Juliette Lewis and Woody Harrelson star in Oliver Stone's Natural Born Killers. You'd think that if some kid wanted to kill people, he'd find a better role model than the characters in this film. Like South Park.

("Scanlines" wishes to thank Encore Movies & Music, I Love Video, and Vulcan Video for their help in providing videos and laser discs.)

1986 was something of a banner year for Oliver Stone, the eccentric director who, at the time, was best known for directing Michael Caine in the goofy horror flick The Hand (1981), now a standby of late night TV. Five years later, Stone was to direct Salvador (1986) and Platoon (1986), two films that launched him to an A-list status that persists today, despite his bad habit of alternating genius megahits with questionable experimental films.

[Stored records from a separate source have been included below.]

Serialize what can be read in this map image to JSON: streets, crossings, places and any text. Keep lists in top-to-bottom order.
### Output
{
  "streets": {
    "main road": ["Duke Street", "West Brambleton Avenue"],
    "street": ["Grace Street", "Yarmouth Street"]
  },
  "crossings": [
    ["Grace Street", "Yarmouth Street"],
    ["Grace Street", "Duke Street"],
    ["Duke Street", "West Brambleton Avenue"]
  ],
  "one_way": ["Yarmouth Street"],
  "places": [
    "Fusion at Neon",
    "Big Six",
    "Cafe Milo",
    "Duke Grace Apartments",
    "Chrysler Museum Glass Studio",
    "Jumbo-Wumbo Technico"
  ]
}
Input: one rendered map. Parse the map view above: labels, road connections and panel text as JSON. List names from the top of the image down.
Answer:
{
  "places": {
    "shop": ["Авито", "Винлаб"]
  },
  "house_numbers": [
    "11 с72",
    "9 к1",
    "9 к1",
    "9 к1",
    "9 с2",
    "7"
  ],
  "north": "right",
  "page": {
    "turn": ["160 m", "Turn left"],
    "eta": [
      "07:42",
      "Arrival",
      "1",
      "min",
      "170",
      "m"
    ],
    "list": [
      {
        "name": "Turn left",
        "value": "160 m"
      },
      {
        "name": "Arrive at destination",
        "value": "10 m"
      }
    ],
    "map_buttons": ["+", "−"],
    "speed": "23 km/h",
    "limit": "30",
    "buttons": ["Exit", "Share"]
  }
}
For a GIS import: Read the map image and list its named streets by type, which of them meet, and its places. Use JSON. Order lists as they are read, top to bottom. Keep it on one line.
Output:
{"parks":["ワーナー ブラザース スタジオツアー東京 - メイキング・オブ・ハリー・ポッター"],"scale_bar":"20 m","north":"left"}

Platoon remains one of the most controversial looks at Vietnam produced to date. Denounced by military types and esteemed by critics, the film shows what is undoubtedly the most realistic, and personal, study of the war, as Stone based the script on his own experiences as a GI. The film would ultimately earn eight Oscar nominations and win four, including Best Picture. There will always be second guessing over Stone's choice of Charlie Sheen to play his alter-ego, and his performance is nothing to write home about, but I think Sheen adds a comfortable, Everyman quality to the picture that is found in many of Stone's films. Because Sheen is so vapidly blank, he "maybe unintentionally" gets across the idea that the events could have happened to anyone. Oliver Stone, you ask... humble?

That kind of talk would be dashed only a year later when Stone landed with Wall Street (1987). A decade after the film's release, Michael Douglas' smarmy Gordon Gekko is still the paragon for avarice, with his infamous tagline of "greed is good." It was good enough to get Douglas a Best Actor Academy Award. If you want a primer on how money is really made in financial markets, there is no better source than this masterpiece. But once again, Stone picked Charlie Sheen to play the lead, and even more questionably, Daryl Hannah as the love interest. He even got Charlie's dad to play, well, Charlie's dad. Despite the casting issues, Wall Street is a movie I never tire of watching, and thanks to the USA network, you can see it almost every weekend.

Despite Hollywood pundits' best advice, unlikable, even hateful, characters keep popping up in Stone's leading roles. It was a trend he started in Salvador with James Woods and James Belushi as down-and-out Americans south of the border, continued in Wall Street, and took a step further in Talk Radio (1988). Like most of Stone's work, Talk Radio is semi-reality-based, and Eric Bogosian's portrayal of a bitter talk show radio host turned a lot of people off. The combination of Stone's cynicism and Bogosian's malevolence was just too much.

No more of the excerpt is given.